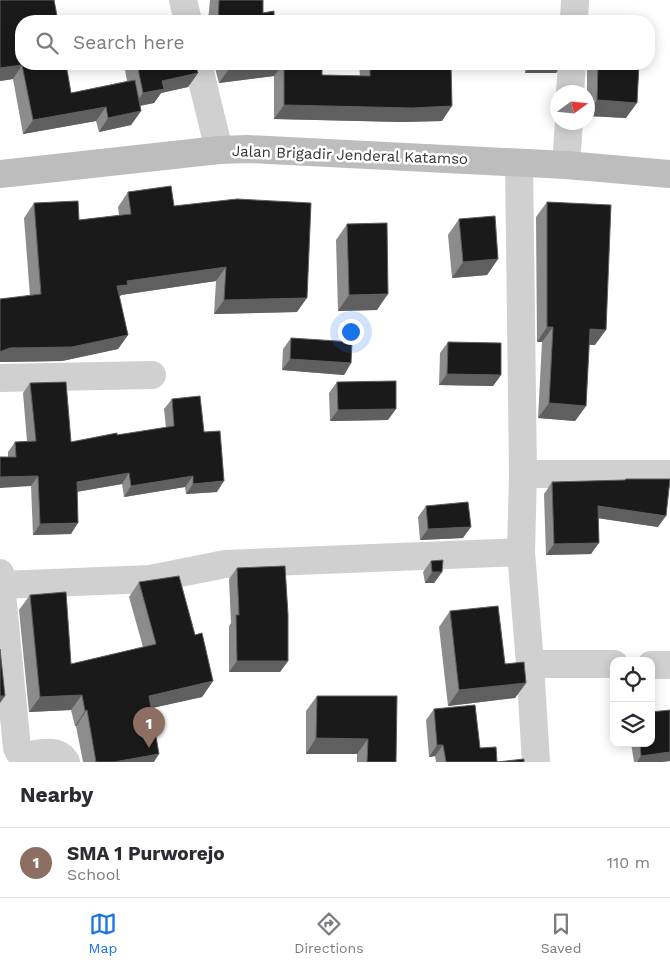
<!DOCTYPE html>
<style>
body{margin:0;font-family:"Work Sans",sans-serif;background:#f2f2f3;color:#2b2b33}
.controls{position:absolute;right:15px;bottom:15px;display:grid;overflow:hidden;border-radius:10px;box-shadow:0 2px 12px #0003}
.controls button{width:45px;height:45px;display:grid;place-items:center;padding:0;border:0;border-bottom:1px solid #e1e1e2;background:#fff;color:#2b2b33;font:25px sans-serif}
.compass{position:absolute;left:550px;top:85px;width:45px;height:45px;border-radius:50%;background:#fff;box-shadow:0 2px 12px #0003;rotate:75deg}
.you{position:absolute;left:350px;top:331px;width:18px;height:18px;margin:-12px;border:4px solid #fff;border-radius:50%;background:#1a73e8;box-shadow:0 0 0 8px #1a73e833}
.badge{display:grid;place-items:center;width:32px;height:32px;border-radius:50%;background:#1a73e8;color:#fff;font-size:16px;font-weight:700}
.pin{position:absolute;translate:-50% -41px;filter:drop-shadow(0 1px 2px #0008)}
.pin::after{content:'';position:absolute;top:26px;width:18px;height:15px;background:inherit;clip-path:polygon(0 0,100% 0,50% 100%)}
.list{margin:0;padding:0;list-style:none}
h2{display:flex;justify-content:space-between;align-items:center;height:65px;margin:0;padding:0 20px;font-size:21px}
h2 small{font-size:16px;font-weight:400;color:#7c7c81}
.list li{display:grid;grid-template-columns:32px 1fr auto;gap:15px;align-items:center;box-sizing:border-box;height:70px;padding:0 20px;border-top:1px solid #e1e1e2}
.list b{display:block;font-size:19px;white-space:nowrap}
.list p{margin:0;font-size:16px;white-space:nowrap;color:#7c7c81}
.list em{font-size:16px;font-style:normal;color:#7c7c81}
.icon{flex:none;width:28px;height:28px;fill:none;stroke:currentColor;stroke-width:2;stroke-linecap:round;stroke-linejoin:round}
.map{position:relative;flex:none;width:670px;height:762px;overflow:hidden}
.search{position:absolute;background:#fff;box-shadow:0 2px 12px #0003;left:15px;right:15px;top:15px;height:55px;display:flex;align-items:center;gap:12px;box-sizing:border-box;padding:0 18px;border-radius:20px;color:#7c7c81;font-size:19px}
.sheet{height:135px;background:#fff}
nav{display:flex;justify-content:space-around;align-items:center;box-sizing:border-box;height:70px;border-top:1px solid #e1e1e2;background:#fff;font-size:14px;color:#7c7c81}
nav a{display:grid;justify-items:center;gap:2px}
nav .on{color:#1a73e8}
.map>svg:first-child{display:block}
</style>
<div class="map">
<svg width="670" height="762" viewBox="0 0 670 762">
<rect width="100%" height="100%" fill="#fff"/>
<g fill="none" stroke-linecap="round" stroke-linejoin="round">
<g stroke="#d0d0d0" stroke-width="28">
<polyline points="183,0 188,21"/>
<polyline points="574,21 575,0"/>
<polyline points="198,64 219,150"/>
<polyline points="570,92 572,64"/>
<polyline points="519,163 523,474 521,552 530,664 536,762"/>
<polyline points="566,165 569,122"/>
<polyline points="0,378 152,375"/>
<polyline points="523,474 670,474"/>
<path d="M0 573 17 748 19 752 24 756C38 754 57 747 66 762"/>
<polyline points="2,585 150,579 225,564 521,552"/>
<polyline points="530,664 614,664"/>
<polyline points="651,665 670,665"/>
</g>
<polyline stroke="#bdbdbd" stroke-width="28" points="0,174 219,150 247,149 566,165 670,174"/>
</g>
<g fill="#8c8c8c">
<polygon points="0,0 55,0 54,1 71,93 127,81 124,64 195,64 198,73 188,87 161,93 154,103 140,106 141,111 131,125 99,132 96,121 23,134 13,79 0,81"/>
<polygon points="210,0 263,0 263,13 274,17 323,21 208,21"/>
<polygon points="214,64 322,64 322,75 360,76 359,64 451,64 442,121 402,122 274,119 274,76 219,83"/>
<polygon points="525,64 562,64 556,73 525,73"/>
<polygon points="587,64 639,64 626,118 588,116 588,92 587,92"/>
<polygon points="128,192 174,206 297,312 214,314 216,281 121,295 119,296 128,335 118,349 62,361 0,362 0,299 30,296 24,218 34,203 79,220 119,215 118,207"/>
<polygon points="547,202 595,345 589,345 586,406 575,421 538,418 542,342 537,342 536,217"/>
<polygon points="459,219 498,259 487,275 452,278 448,235"/>
<polygon points="347,224 377,310 338,311 336,240"/>
<polygon points="291,338 351,363 344,375 282,370 283,349"/>
<polygon points="448,342 501,375 493,386 439,385 440,353"/>
<polygon points="337,382 388,420 330,421 329,393"/>
<polygon points="30,383 71,442 117,435 166,428 164,409 172,399 204,432 217,492 186,494 185,487 124,497 122,484 77,492 71,534 33,535 31,486 8,457 8,452 15,442 27,441 23,393"/>
<polygon points="626,479 658,527 598,518 591,554 546,555 544,494 552,482 624,481"/>
<polygon points="426,506 463,538 420,540 418,517"/>
<polygon points="431,561 442,572 434,583 425,583 423,572"/>
<polygon points="237,568 288,661 280,672 229,672 229,626 231,623 229,579"/>
<polygon points="139,582 195,635 213,681 202,697 151,708 154,762 83,762 76,726 75,726 71,710 29,712 19,610 30,595 71,664 143,647 129,597"/>
<polygon points="450,611 526,683 515,698 448,706 439,627"/>
<polygon points="317,696 396,762 357,762 357,754 306,754 306,711"/>
<polygon points="434,709 497,762 524,762 436,762 435,756 429,757 426,720"/>
<polygon points="670,710 670,761 661,762 634,762 631,743 651,743"/>
</g>
<g fill="#5f5f5f">
<polygon points="267,64 283,64 274,76 219,83 229,69"/>
<polygon points="531,64 562,64 556,73 525,73"/>
<polygon points="22,65 13,79 0,81 0,68"/>
<polygon points="198,73 188,87 161,93 154,103 133,107 143,93 162,81"/>
<polygon points="597,100 637,103 626,118 588,116 588,114"/>
<polygon points="284,105 452,106 442,121 402,122 274,119"/>
<polygon points="106,107 96,121 23,134 33,120"/>
<polygon points="141,111 131,125 99,132 108,118"/>
<polygon points="498,259 487,275 452,278 463,262"/>
<polygon points="226,267 216,281 121,295 118,299 117,286 127,281"/>
<polygon points="388,294 377,310 338,311 349,295"/>
<polygon points="307,298 297,312 214,314 224,300"/>
<polygon points="547,327 553,327 542,342 537,342"/>
<polygon points="590,329 606,330 595,345 579,344"/>
<polygon points="128,335 118,349 62,361 0,362 0,352 2,351 10,348"/>
<polygon points="290,359 351,363 344,375 282,370"/>
<polygon points="447,374 501,375 493,386 439,385"/>
<polygon points="549,403 586,406 575,421 538,418"/>
<polygon points="396,409 388,420 330,421 338,410"/>
<polygon points="129,473 122,484 69,493 77,482"/>
<polygon points="38,476 31,486 0,488 0,477"/>
<polygon points="193,476 185,487 124,497 131,486"/>
<polygon points="224,481 217,492 186,494 193,484"/>
<polygon points="598,506 666,516 658,527 590,517"/>
<polygon points="78,523 71,534 33,535 40,524"/>
<polygon points="471,527 463,538 420,540 428,529"/>
<polygon points="599,543 591,554 546,555 554,544"/>
<polygon points="432,572 442,572 434,583 425,583"/>
<polygon points="237,661 288,661 280,672 229,672"/>
<polygon points="213,681 202,697 139,711 149,696"/>
<polygon points="526,683 515,698 448,706 459,690"/>
<polygon points="82,695 71,710 29,712 40,697"/>
<polygon points="0,696 5,696 0,703"/>
<polygon points="87,710 76,726 75,726 85,711"/>
<polygon points="316,738 368,739 357,754 306,754"/>
<polygon points="437,745 443,745 435,756 429,757"/>
<polygon points="670,752 670,761 661,762 637,762 641,756"/>
<polygon points="159,754 154,762 114,762"/>
</g>
<g fill="#1a1a1a" stroke="#5f5f5f">
<polygon points="0,0 54,0 58,21 21,21 21,64 66,64 71,93 135,80 141,111 108,118 106,107 33,120 22,65 0,68"/>
<polygon points="219,0 263,0 263,13 274,11 274,17 323,18 323,21 215,21 214,19 218,19"/>
<polygon points="137,64 195,64 198,73 162,81 164,89 143,93"/>
<polygon points="227,64 267,64 229,69"/>
<polygon points="284,64 322,64 322,75 370,76 370,64 451,64 452,106 412,108 284,105"/>
<polygon points="598,64 639,64 637,103 597,100"/>
<polygon points="171,186 174,206 237,199 311,203 307,298 224,300 226,267 127,281 128,285 117,286 128,335 72,347 10,348 2,351 0,352 0,299 41,294 34,203 78,201 79,220 131,214 128,192"/>
<polygon points="547,202 611,205 606,330 590,329 586,406 549,403 553,327 547,327"/>
<polygon points="495,216 498,259 463,262 459,219"/>
<polygon points="387,223 388,294 349,295 347,224"/>
<polygon points="291,338 352,342 351,363 290,359"/>
<polygon points="448,342 501,343 501,375 447,374"/>
<polygon points="396,381 396,409 338,410 337,382"/>
<polygon points="66,382 71,442 117,433 117,435 174,426 172,399 200,396 204,432 220,431 224,481 193,484 193,476 131,486 129,473 77,482 78,523 40,524 38,476 0,477 0,457 16,457 15,442 36,441 30,383"/>
<polygon points="626,479 670,479 666,516 598,506 599,543 554,544 552,482 625,480"/>
<polygon points="468,502 471,527 428,529 426,506"/>
<polygon points="443,560 442,572 432,572 431,561"/>
<polygon points="285,566 288,615 288,661 237,661 236,615 239,615 237,568"/>
<polygon points="179,576 195,635 202,633 213,681 149,696 159,754 114,762 96,762 87,710 85,711 82,695 40,697 30,595 66,592 71,664 156,644 139,582"/>
<polygon points="498,606 505,664 524,662 526,683 459,690 450,611"/>
<polygon points="0,649 5,696 0,696"/>
<polygon points="317,696 397,696 396,762 367,762 368,739 316,738"/>
<polygon points="475,705 480,748 496,747 497,762 524,759 524,762 446,762 443,745 437,745 434,709"/>
<polygon points="670,710 670,752 641,756 640,743 651,743 651,712"/>
</g>
<g text-anchor="middle" stroke-width="5" stroke-linejoin="round" paint-order="stroke">
<g font-size="15" fill="#333" stroke="#fff">
<text transform="translate(350 155) rotate(2)" y="5">Jalan Brigadir Jenderal Katamso</text>
</g>
</g>
</svg>
<div class="controls">
<button><svg class="icon" aria-label="locate" viewBox="0 0 24 24"><circle cx="12" cy="12" r="6"/><path d="M12 2v4M12 18v4M2 12h4M18 12h4"/></svg></button>
<button><svg class="icon" aria-label="layers" viewBox="0 0 24 24"><path d="M12 4l9 5-9 5-9-5zM3 14l9 5 9-5"/></svg></button>
</div>
<svg class="compass" viewBox="-18 -18 36 36"><path d="M0-13l5 13h-10z" fill="#e53935"/><path d="M0 13l5-13h-10z" fill="#7c7c81"/></svg>
<div class="you"></div>
<div class="pin badge" style="left:149px;top:748px;background:#8d6e63">1</div>
<div class="search"><svg class="icon" aria-label="search" viewBox="0 0 24 24"><circle cx="10" cy="10" r="6"/><path d="M15 15l6 6"/></svg>Search here</div>
</div>
<section class="sheet">
<h2>Nearby<small></small></h2>
<ul class="list">
<li><span class="badge" style="background:#8d6e63">1</span><div><b>SMA 1 Purworejo</b><p>School</p></div><em>110 m</em></li>
</ul>
</section>
<nav>
<a class="on"><svg class="icon" aria-label="map" viewBox="0 0 24 24"><path d="M3 6l6-2 6 2 6-2v14l-6 2-6-2-6 2zM9 4v14M15 6v14"/></svg>Map</a>
<a><svg class="icon" aria-label="directions" viewBox="0 0 24 24"><path d="M12 3l9 9-9 9-9-9zM9 14v-3h6M13 9l2 2-2 2"/></svg>Directions</a>
<a><svg class="icon" aria-label="saved" viewBox="0 0 24 24"><path d="M7 4h10v16l-5-4-5 4z"/></svg>Saved</a>
</nav>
-=-=-
**WHAT YOU WILL DO**
Go through the entries above and pull out each line with "none" in it.

**EXPECTED OUTPUT**
.list{margin:0;padding:0;list-style:none}
.icon{flex:none;width:28px;height:28px;fill:none;stroke:currentColor;stroke-width:2;stroke-linecap:round;stroke-linejoin:round}
.map{position:relative;flex:none;width:670px;height:762px;overflow:hidden}
<g fill="none" stroke-linecap="round" stroke-linejoin="round">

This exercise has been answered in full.